(Work instructions) Return the entire listing, character for character.

===== Task data =====

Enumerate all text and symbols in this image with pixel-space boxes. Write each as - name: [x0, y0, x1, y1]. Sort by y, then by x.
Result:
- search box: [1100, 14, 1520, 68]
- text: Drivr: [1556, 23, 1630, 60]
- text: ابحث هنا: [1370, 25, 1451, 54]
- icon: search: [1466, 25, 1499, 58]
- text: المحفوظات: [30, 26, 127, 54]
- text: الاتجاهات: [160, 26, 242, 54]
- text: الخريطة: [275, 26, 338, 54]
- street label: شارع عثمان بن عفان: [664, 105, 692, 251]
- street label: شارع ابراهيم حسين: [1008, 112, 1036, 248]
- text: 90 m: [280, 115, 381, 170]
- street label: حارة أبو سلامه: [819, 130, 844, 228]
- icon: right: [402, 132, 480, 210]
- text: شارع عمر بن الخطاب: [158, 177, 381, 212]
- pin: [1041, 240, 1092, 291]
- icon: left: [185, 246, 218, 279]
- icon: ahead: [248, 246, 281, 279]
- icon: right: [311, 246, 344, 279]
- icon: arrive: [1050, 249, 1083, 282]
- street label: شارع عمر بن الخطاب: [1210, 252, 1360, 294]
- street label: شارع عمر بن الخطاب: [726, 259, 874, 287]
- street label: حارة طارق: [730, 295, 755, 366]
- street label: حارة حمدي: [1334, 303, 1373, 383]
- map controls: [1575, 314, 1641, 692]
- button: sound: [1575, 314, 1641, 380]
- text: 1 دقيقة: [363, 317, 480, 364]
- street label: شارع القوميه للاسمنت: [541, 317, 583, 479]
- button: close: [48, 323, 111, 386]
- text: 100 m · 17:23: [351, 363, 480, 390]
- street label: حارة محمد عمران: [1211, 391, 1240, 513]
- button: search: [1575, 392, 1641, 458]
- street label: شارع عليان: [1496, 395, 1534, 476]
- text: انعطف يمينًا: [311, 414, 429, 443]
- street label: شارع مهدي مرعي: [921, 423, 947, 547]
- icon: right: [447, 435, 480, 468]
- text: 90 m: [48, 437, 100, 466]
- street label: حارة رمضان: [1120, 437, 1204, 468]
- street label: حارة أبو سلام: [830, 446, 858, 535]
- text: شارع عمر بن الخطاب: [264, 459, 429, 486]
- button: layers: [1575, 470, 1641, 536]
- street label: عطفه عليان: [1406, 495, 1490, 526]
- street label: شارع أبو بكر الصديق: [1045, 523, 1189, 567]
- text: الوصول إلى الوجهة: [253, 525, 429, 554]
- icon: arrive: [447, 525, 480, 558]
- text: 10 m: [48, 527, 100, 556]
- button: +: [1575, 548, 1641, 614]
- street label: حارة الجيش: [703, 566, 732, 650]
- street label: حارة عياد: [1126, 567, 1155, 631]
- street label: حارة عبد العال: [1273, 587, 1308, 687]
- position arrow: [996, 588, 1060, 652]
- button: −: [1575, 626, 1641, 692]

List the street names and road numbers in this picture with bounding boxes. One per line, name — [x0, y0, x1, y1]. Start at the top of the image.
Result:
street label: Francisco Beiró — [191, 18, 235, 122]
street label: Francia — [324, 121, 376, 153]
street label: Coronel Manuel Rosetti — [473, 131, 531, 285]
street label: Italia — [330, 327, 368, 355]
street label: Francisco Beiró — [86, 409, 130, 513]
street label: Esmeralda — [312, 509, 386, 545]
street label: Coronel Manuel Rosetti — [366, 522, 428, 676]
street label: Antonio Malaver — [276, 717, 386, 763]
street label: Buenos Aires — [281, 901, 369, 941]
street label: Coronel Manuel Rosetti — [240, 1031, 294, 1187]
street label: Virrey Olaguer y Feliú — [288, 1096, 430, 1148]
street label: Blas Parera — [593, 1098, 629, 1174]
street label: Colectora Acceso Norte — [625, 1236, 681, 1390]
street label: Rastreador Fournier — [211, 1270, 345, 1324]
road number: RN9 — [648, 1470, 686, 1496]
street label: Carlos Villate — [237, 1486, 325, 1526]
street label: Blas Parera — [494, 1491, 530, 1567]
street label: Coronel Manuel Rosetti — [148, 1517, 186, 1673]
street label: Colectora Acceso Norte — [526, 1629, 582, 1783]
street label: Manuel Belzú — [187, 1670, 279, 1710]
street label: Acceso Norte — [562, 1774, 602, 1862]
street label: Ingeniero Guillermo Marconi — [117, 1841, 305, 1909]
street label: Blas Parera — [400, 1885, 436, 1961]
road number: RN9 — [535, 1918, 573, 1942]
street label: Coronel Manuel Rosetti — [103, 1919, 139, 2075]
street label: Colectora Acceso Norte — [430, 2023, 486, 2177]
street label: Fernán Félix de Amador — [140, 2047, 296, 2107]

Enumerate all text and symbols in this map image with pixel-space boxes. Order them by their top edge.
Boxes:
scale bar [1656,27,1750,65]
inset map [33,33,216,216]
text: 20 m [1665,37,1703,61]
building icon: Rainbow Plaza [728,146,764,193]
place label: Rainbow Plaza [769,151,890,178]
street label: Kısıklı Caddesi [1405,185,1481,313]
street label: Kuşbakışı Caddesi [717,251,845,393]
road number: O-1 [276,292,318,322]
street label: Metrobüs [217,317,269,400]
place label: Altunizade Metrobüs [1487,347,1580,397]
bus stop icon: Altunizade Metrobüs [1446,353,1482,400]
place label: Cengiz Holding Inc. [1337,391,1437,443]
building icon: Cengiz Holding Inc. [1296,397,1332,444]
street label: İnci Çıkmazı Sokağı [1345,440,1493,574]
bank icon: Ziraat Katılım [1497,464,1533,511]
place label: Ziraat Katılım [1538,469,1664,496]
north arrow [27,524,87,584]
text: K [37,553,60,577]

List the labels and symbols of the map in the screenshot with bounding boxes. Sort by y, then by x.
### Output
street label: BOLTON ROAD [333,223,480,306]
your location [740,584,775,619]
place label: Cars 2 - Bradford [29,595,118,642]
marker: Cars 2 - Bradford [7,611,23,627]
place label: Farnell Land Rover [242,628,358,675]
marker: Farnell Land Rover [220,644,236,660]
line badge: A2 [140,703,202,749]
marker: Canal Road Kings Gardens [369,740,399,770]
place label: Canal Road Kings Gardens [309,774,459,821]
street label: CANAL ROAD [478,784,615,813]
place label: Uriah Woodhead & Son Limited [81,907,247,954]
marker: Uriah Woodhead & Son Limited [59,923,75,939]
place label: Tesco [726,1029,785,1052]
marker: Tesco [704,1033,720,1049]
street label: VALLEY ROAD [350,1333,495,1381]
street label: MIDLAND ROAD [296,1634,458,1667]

=====

(Answer to this problem)
Enumerate all text and symbols in this image with pixel-space boxes. Write each as - name: [x0, y0, x1, y1]. Sort by y, then by x.
Result:
- search box: [1100, 14, 1520, 68]
- text: Drivr: [1556, 23, 1630, 60]
- text: ابحث هنا: [1370, 25, 1451, 54]
- icon: search: [1466, 25, 1499, 58]
- text: المحفوظات: [30, 26, 127, 54]
- text: الاتجاهات: [160, 26, 242, 54]
- text: الخريطة: [275, 26, 338, 54]
- street label: شارع عثمان بن عفان: [664, 105, 692, 251]
- street label: شارع ابراهيم حسين: [1008, 112, 1036, 248]
- text: 90 m: [280, 115, 381, 170]
- street label: حارة أبو سلامه: [819, 130, 844, 228]
- icon: right: [402, 132, 480, 210]
- text: شارع عمر بن الخطاب: [158, 177, 381, 212]
- pin: [1041, 240, 1092, 291]
- icon: left: [185, 246, 218, 279]
- icon: ahead: [248, 246, 281, 279]
- icon: right: [311, 246, 344, 279]
- icon: arrive: [1050, 249, 1083, 282]
- street label: شارع عمر بن الخطاب: [1210, 252, 1360, 294]
- street label: شارع عمر بن الخطاب: [726, 259, 874, 287]
- street label: حارة طارق: [730, 295, 755, 366]
- street label: حارة حمدي: [1334, 303, 1373, 383]
- map controls: [1575, 314, 1641, 692]
- button: sound: [1575, 314, 1641, 380]
- text: 1 دقيقة: [363, 317, 480, 364]
- street label: شارع القوميه للاسمنت: [541, 317, 583, 479]
- button: close: [48, 323, 111, 386]
- text: 100 m · 17:23: [351, 363, 480, 390]
- street label: حارة محمد عمران: [1211, 391, 1240, 513]
- button: search: [1575, 392, 1641, 458]
- street label: شارع عليان: [1496, 395, 1534, 476]
- text: انعطف يمينًا: [311, 414, 429, 443]
- street label: شارع مهدي مرعي: [921, 423, 947, 547]
- icon: right: [447, 435, 480, 468]
- text: 90 m: [48, 437, 100, 466]
- street label: حارة رمضان: [1120, 437, 1204, 468]
- street label: حارة أبو سلام: [830, 446, 858, 535]
- text: شارع عمر بن الخطاب: [264, 459, 429, 486]
- button: layers: [1575, 470, 1641, 536]
- street label: عطفه عليان: [1406, 495, 1490, 526]
- street label: شارع أبو بكر الصديق: [1045, 523, 1189, 567]
- text: الوصول إلى الوجهة: [253, 525, 429, 554]
- icon: arrive: [447, 525, 480, 558]
- text: 10 m: [48, 527, 100, 556]
- button: +: [1575, 548, 1641, 614]
- street label: حارة الجيش: [703, 566, 732, 650]
- street label: حارة عياد: [1126, 567, 1155, 631]
- street label: حارة عبد العال: [1273, 587, 1308, 687]
- position arrow: [996, 588, 1060, 652]
- button: −: [1575, 626, 1641, 692]

List the street names and road numbers in this picture with bounding boxes. One per line, name — [x0, y0, x1, y1]. Start at the top of the image.
Result:
street label: Francisco Beiró — [191, 18, 235, 122]
street label: Francia — [324, 121, 376, 153]
street label: Coronel Manuel Rosetti — [473, 131, 531, 285]
street label: Italia — [330, 327, 368, 355]
street label: Francisco Beiró — [86, 409, 130, 513]
street label: Esmeralda — [312, 509, 386, 545]
street label: Coronel Manuel Rosetti — [366, 522, 428, 676]
street label: Antonio Malaver — [276, 717, 386, 763]
street label: Buenos Aires — [281, 901, 369, 941]
street label: Coronel Manuel Rosetti — [240, 1031, 294, 1187]
street label: Virrey Olaguer y Feliú — [288, 1096, 430, 1148]
street label: Blas Parera — [593, 1098, 629, 1174]
street label: Colectora Acceso Norte — [625, 1236, 681, 1390]
street label: Rastreador Fournier — [211, 1270, 345, 1324]
road number: RN9 — [648, 1470, 686, 1496]
street label: Carlos Villate — [237, 1486, 325, 1526]
street label: Blas Parera — [494, 1491, 530, 1567]
street label: Coronel Manuel Rosetti — [148, 1517, 186, 1673]
street label: Colectora Acceso Norte — [526, 1629, 582, 1783]
street label: Manuel Belzú — [187, 1670, 279, 1710]
street label: Acceso Norte — [562, 1774, 602, 1862]
street label: Ingeniero Guillermo Marconi — [117, 1841, 305, 1909]
street label: Blas Parera — [400, 1885, 436, 1961]
road number: RN9 — [535, 1918, 573, 1942]
street label: Coronel Manuel Rosetti — [103, 1919, 139, 2075]
street label: Colectora Acceso Norte — [430, 2023, 486, 2177]
street label: Fernán Félix de Amador — [140, 2047, 296, 2107]

Enumerate all text and symbols in this map image with pixel-space boxes. Order them by their top edge.
Boxes:
scale bar [1656,27,1750,65]
inset map [33,33,216,216]
text: 20 m [1665,37,1703,61]
building icon: Rainbow Plaza [728,146,764,193]
place label: Rainbow Plaza [769,151,890,178]
street label: Kısıklı Caddesi [1405,185,1481,313]
street label: Kuşbakışı Caddesi [717,251,845,393]
road number: O-1 [276,292,318,322]
street label: Metrobüs [217,317,269,400]
place label: Altunizade Metrobüs [1487,347,1580,397]
bus stop icon: Altunizade Metrobüs [1446,353,1482,400]
place label: Cengiz Holding Inc. [1337,391,1437,443]
building icon: Cengiz Holding Inc. [1296,397,1332,444]
street label: İnci Çıkmazı Sokağı [1345,440,1493,574]
bank icon: Ziraat Katılım [1497,464,1533,511]
place label: Ziraat Katılım [1538,469,1664,496]
north arrow [27,524,87,584]
text: K [37,553,60,577]

List the labels and symbols of the map in the screenshot with bounding boxes. Sort by y, then by x.
### Output
street label: BOLTON ROAD [333,223,480,306]
your location [740,584,775,619]
place label: Cars 2 - Bradford [29,595,118,642]
marker: Cars 2 - Bradford [7,611,23,627]
place label: Farnell Land Rover [242,628,358,675]
marker: Farnell Land Rover [220,644,236,660]
line badge: A2 [140,703,202,749]
marker: Canal Road Kings Gardens [369,740,399,770]
place label: Canal Road Kings Gardens [309,774,459,821]
street label: CANAL ROAD [478,784,615,813]
place label: Uriah Woodhead & Son Limited [81,907,247,954]
marker: Uriah Woodhead & Son Limited [59,923,75,939]
place label: Tesco [726,1029,785,1052]
marker: Tesco [704,1033,720,1049]
street label: VALLEY ROAD [350,1333,495,1381]
street label: MIDLAND ROAD [296,1634,458,1667]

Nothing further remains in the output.